Not so. Delayed shock set in. “I began to feel really ill and
thought I was dying. I lay there trembling, sloshing around in the
bed. I thought I had been tremendously brave but in fact the fear
had just backed itself up into my system. I had a week of it suffering
from dhengi fever.” So that explains why there are airplanes
symbolically flying out of control in Yellow Dog, which he describes
as a comic reaction to September 11, one with satirical blows aimed
at the tabloid press and the Royal family too.
“I thought I was submitting to the inevitable,” Amis explains.
“The middle classes play a very minor role in my novels –
criminals, the lumpen proletariat, aristocracy, intelligentsia but
no bourgeoisie. I think it is because I like to have violent extremes,
my little humour of exaggeration. I just humbly said yes when my unconscious
suggested royalty to me.”
He read various books about royalty to give himself background and
found that he more or less approved of the royal family in a lazy
kind of a way. “I thought they help in the racial rainbow, they
more or less pay for themselves, and it is too much trouble and work
to get rid of them,” he insisted. “Also they weirdly allow
the country to have episodes of benign irrationality where you suddenly
think you are feeling rather good and you don’t why.”
However, Amis ended up rejecting the royals. “It’s partly
to do with the institution moving into an age where it is unsustainable,”
he pointed out. “In my novel there’s Henry the IX, Queen
Pam, who is in a persistent vegetative state after a riding accident,
and there is Princess Victoria, their 15-year-old daughter.
“I thought you can’t ask the next generation to distort
their lives in this way. It’s too much to ask.
“Just as I was finishing, I read a piece which said that Prince
William was absolutely horrified by what lay ahead of him. Then, in
subsequent weeks, they obviously had a word with him and he started
talking about duty and tradition. They are going to demand it of him
– and they shouldn’t.”
He started Yellow Dog five years ago but laid it aside to absorb the
death of his father and write his own memoirs.

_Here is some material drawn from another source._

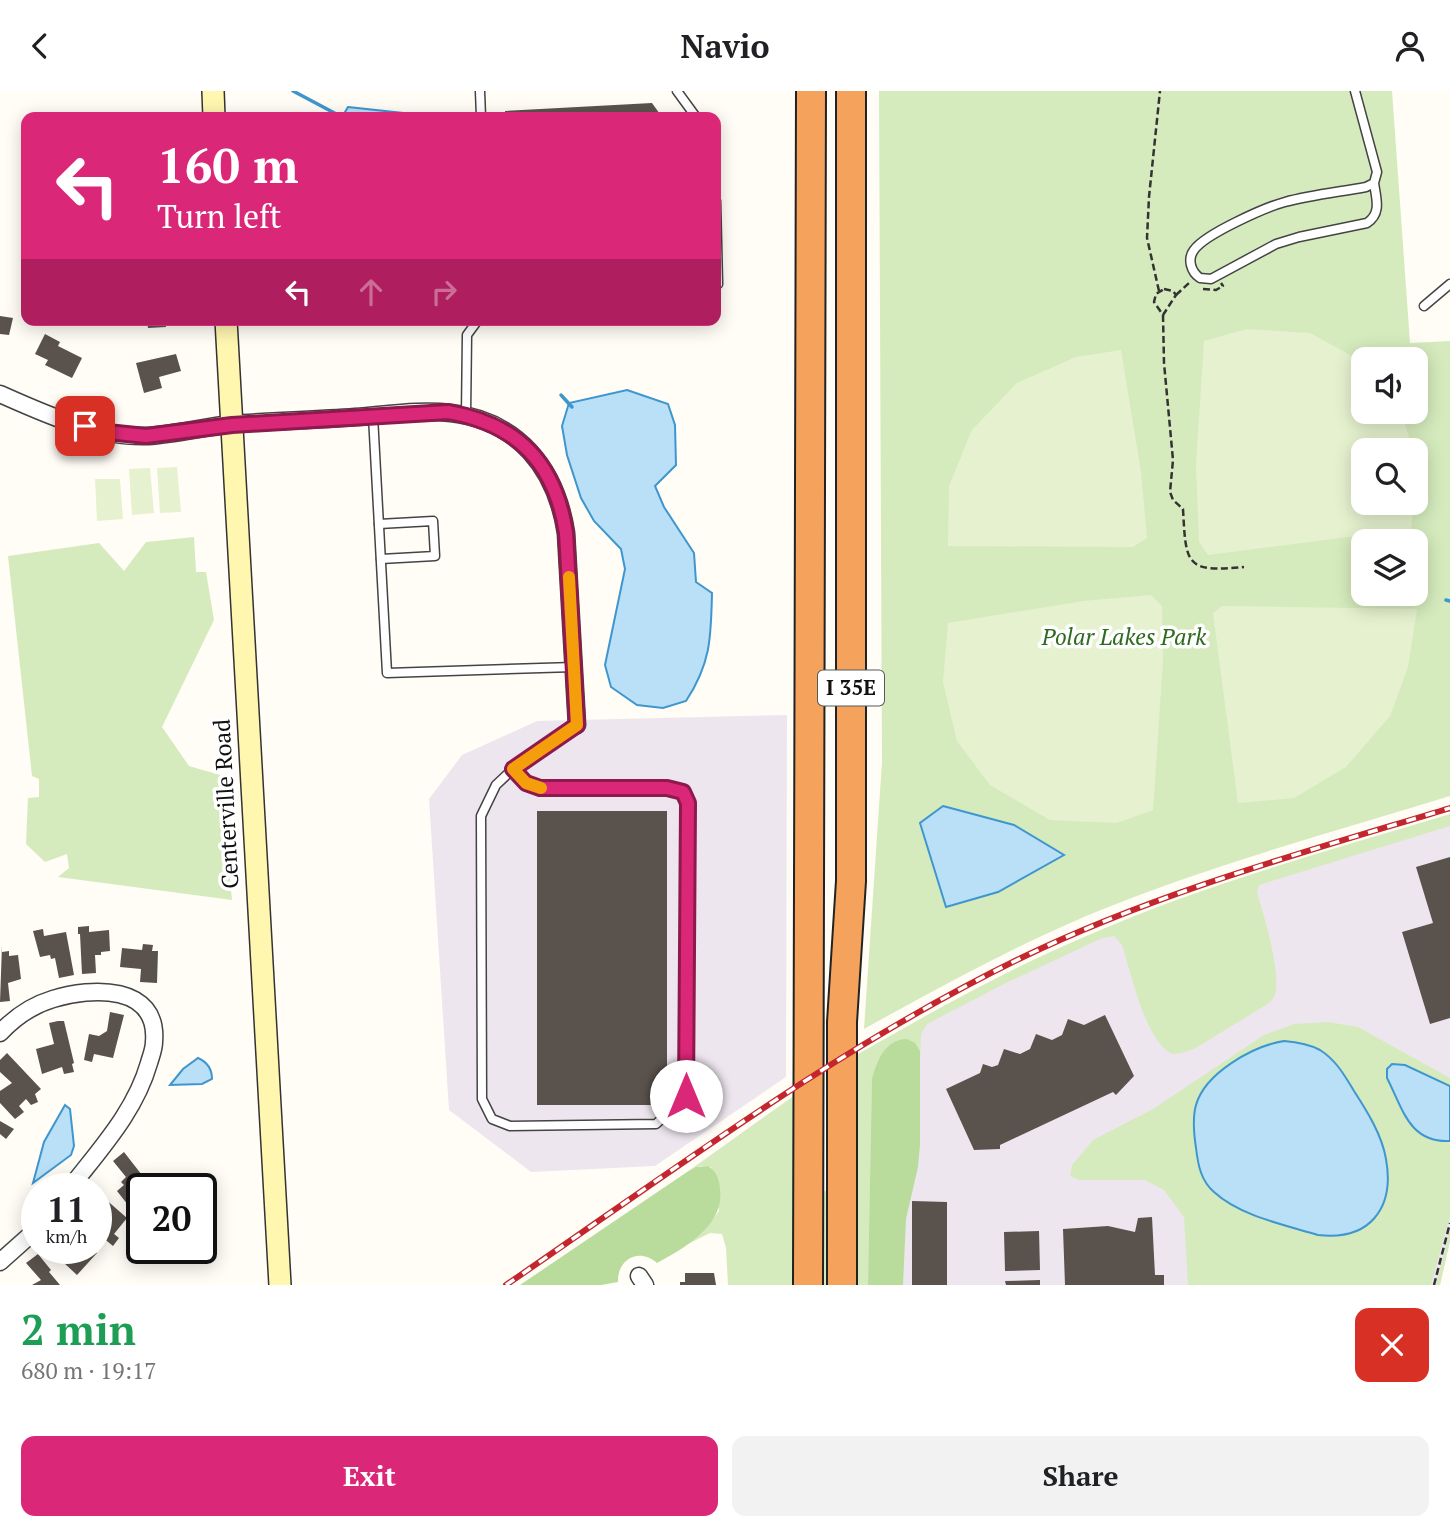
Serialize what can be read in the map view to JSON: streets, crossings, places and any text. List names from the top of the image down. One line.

“I didn’t feel the sort of playfulness you need to write
fiction, even for serious, heavy fiction,” he says. “I
came back to it on September 10, 2001, and was settling down and finding
it was marvellous freedom to be writing fiction again, and not to
be limited by the truth or actuality as you are with a memoir. Then
the event happened and, like every other writer on earth, the next
day I was considering a change in occupation.
“The fighting spirit said let’s get back to the novel
but also let’s resolve that it is going to be a comic novel.

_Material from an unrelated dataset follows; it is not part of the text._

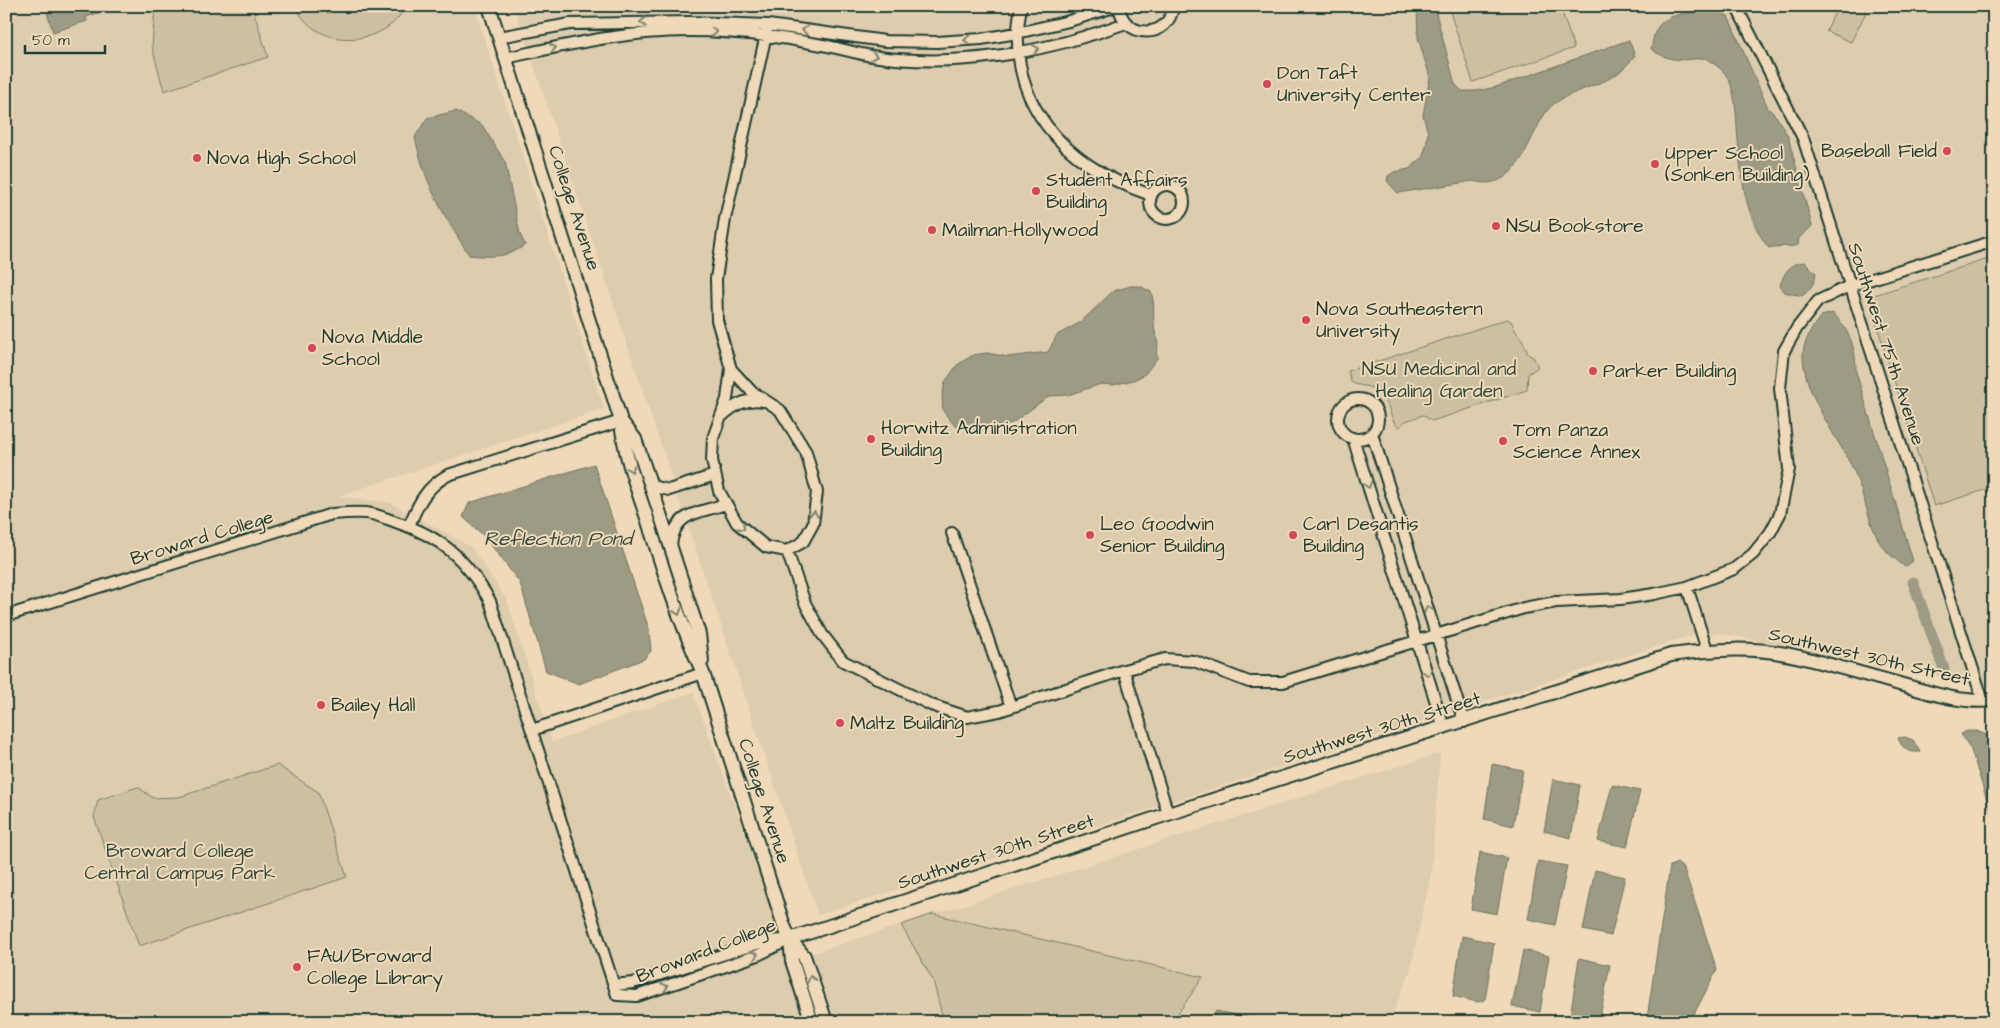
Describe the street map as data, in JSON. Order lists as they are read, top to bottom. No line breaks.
{"streets":{"street":["College Avenue","Southwest 75th Avenue","Broward College","Southwest 30th Street"]},"crossings":[["College Avenue","Broward College"],["College Avenue","Southwest 30th Street"],["Southwest 75th Avenue","Southwest 30th Street"],["Broward College","Southwest 30th Street"]],"water":["Reflection Pond"],"parks":["NSU Medicinal and Healing Garden","Broward College Central Campus Park"],"places":["Don Taft University Center","Baseball Field","Nova High School","Upper School (Sonken Building)","Student Affairs Building","NSU Bookstore","Mailman-Hollywood","Nova Southeastern University","Nova Middle School","Parker Building","Horwitz Administration Building","Tom Panza Science Annex","Leo Goodwin Senior Building","Carl Desantis Building","Bailey Hall","Maltz Building","FAU/Broward College Library"],"scale_bar":"50 m"}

The values that were attacked on the day were very much values such
as reason and civilisation. There was also the possibility of humour
after an enormous blow like that. Reason and humour are indivisible.”
The impact of the World Trade Center catastrophe impinged on his two
daughters – one just two at the time – who got fed up
of watching the US Open Tennis Championships on TV and kept switching
on the airplanes flying into the twin towers. “You feel fraudulent
that you’ve brought them in to such an adolescent planet, trembling
with faith and fear and constant irrationality,” declares Amis.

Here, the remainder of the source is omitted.